Questi i cinque pericoli del combattente:
essere troppo pronto a morire,
troppo preoccupato di vivere,
troppo portato dall’ira,
troppo attaccato all’onore,
troppo emotivo.Sun zu – L’arte della guerra

I blogger, si sa, sono sempre più spesso coinvolti in attività esperienziali, degustazioni, prove, così da poter raccontare l’esperienza che vivono riportando liberamente le proprie impressioni, senza essere viziati da preconcetti o senza fare solo delle belle markette.

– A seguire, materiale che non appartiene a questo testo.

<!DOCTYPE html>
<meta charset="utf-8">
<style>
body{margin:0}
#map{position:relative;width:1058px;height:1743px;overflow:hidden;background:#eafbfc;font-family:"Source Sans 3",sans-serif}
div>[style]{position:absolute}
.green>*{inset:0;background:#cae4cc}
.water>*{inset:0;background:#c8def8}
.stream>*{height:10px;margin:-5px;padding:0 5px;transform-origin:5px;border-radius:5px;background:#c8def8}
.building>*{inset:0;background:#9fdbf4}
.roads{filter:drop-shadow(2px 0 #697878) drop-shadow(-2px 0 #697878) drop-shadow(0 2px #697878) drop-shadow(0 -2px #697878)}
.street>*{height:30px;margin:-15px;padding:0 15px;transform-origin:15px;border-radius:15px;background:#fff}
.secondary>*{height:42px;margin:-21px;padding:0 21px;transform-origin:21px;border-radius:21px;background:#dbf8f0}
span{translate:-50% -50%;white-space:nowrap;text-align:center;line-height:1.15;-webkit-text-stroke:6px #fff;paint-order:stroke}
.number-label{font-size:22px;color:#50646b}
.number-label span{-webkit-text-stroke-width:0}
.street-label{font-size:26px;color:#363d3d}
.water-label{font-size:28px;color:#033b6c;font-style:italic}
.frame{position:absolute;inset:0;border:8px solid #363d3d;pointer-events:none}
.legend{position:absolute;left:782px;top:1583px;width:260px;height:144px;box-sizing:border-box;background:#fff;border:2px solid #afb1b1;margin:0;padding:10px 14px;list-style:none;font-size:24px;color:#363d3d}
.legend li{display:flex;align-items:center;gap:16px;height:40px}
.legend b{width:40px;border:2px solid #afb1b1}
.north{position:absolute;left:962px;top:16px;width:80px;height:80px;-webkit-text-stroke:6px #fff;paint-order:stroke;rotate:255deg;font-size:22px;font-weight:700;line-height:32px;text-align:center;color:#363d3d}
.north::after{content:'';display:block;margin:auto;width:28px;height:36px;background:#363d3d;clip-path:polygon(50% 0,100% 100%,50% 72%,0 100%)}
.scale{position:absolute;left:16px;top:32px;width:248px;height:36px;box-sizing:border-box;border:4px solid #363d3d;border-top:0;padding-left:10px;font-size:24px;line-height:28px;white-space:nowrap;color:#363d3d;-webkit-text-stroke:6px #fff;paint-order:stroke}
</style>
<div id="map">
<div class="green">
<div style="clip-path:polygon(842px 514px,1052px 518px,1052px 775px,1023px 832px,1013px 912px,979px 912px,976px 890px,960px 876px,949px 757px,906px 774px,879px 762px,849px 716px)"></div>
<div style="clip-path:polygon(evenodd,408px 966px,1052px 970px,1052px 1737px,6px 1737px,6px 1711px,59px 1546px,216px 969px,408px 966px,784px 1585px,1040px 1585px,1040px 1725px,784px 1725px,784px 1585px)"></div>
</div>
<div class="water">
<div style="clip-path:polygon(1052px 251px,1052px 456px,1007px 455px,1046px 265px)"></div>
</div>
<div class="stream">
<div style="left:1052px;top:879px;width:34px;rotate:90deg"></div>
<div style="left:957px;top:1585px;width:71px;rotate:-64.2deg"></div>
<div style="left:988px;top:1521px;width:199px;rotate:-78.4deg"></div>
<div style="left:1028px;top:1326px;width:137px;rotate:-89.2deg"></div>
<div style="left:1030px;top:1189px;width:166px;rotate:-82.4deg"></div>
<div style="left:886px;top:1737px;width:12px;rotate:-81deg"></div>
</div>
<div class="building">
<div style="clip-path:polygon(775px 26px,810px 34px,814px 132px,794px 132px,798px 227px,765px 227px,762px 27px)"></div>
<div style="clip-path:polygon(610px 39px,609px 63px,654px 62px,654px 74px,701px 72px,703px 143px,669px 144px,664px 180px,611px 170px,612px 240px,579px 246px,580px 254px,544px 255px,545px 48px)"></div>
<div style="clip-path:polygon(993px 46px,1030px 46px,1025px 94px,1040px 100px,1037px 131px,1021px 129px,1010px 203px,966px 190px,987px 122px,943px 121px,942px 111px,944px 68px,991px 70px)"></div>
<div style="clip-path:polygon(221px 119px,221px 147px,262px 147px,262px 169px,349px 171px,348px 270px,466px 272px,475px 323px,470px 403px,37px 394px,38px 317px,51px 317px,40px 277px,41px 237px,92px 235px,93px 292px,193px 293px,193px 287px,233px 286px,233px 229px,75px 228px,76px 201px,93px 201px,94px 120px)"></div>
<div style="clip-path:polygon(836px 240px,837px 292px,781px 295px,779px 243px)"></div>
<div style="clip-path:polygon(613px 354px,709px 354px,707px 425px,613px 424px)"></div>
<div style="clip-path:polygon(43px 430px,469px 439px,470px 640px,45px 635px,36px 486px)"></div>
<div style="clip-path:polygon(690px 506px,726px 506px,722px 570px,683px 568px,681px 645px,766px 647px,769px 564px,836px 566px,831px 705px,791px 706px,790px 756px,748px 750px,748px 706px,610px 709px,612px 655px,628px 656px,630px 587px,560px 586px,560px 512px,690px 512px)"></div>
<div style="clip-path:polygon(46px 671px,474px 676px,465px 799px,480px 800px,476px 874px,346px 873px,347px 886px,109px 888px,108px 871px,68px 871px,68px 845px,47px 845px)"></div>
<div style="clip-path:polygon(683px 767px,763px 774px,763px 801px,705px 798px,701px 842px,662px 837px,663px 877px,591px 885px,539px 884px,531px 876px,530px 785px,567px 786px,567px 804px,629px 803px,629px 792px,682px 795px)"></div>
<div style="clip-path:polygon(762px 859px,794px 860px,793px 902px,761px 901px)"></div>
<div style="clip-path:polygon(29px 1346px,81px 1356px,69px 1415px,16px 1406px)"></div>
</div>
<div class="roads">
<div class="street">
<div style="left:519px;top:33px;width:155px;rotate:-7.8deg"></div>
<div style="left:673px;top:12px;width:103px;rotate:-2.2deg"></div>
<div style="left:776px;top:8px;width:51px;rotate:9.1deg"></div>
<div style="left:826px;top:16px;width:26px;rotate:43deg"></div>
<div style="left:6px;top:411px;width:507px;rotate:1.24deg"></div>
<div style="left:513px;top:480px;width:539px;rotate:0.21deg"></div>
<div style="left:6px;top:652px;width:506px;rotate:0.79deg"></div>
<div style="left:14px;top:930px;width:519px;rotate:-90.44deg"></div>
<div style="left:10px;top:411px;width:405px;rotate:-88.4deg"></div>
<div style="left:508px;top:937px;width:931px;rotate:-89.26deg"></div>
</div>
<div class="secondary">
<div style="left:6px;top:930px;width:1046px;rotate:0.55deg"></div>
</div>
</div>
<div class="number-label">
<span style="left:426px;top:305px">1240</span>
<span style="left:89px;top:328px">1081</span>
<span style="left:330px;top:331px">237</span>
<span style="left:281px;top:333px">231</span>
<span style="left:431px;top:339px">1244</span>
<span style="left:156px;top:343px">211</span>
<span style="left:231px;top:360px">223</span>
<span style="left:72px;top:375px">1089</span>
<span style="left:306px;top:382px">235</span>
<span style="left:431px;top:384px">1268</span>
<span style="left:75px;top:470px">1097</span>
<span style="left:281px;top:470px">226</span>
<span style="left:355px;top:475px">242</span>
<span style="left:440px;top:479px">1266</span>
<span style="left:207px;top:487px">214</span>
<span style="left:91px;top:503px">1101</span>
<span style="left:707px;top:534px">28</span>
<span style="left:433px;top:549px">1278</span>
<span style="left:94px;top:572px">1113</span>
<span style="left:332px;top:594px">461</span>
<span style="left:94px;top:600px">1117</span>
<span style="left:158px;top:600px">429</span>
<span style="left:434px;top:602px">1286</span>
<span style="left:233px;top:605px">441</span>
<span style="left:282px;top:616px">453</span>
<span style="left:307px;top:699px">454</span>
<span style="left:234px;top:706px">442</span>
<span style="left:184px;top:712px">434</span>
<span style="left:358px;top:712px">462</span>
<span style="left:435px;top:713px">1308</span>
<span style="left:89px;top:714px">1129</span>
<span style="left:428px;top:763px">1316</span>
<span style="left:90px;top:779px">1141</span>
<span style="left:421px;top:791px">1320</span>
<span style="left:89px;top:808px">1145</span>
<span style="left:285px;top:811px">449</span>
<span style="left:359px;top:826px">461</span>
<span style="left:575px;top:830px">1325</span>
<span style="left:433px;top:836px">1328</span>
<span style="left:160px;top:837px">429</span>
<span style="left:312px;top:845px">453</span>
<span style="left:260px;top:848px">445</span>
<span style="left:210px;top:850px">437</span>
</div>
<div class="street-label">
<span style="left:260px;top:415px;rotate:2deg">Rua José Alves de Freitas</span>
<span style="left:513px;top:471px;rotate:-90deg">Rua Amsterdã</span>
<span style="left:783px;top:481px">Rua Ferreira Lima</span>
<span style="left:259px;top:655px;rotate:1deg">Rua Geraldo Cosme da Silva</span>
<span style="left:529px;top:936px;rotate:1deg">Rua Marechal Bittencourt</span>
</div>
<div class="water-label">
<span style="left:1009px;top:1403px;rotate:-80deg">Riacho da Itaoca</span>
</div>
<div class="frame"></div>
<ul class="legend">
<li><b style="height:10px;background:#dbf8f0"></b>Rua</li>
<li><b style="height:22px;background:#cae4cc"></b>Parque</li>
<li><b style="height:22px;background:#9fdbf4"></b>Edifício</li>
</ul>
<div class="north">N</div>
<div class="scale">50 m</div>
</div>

E io non volevo essere da meno! Ho colto al balzo l’invito di Tiragraffi per partecipare alla sessione di Soft Air (un’attività ludico-ricreativa di squadra basata sulla simulazione di tattiche militari) di sabato scorso (21 luglio 2012).

Sicuramente questo mi ha fornito l’occasione per rispolverare il mio vecchio soprannome adolescenziale: joninja; sono sempre stata una ragazzina poco femminile e poco avvezza ai giochi con le Barbie. Crescendo mi sono un po’ addomesticata… ma fondamentalmente sono un maschiaccio inside!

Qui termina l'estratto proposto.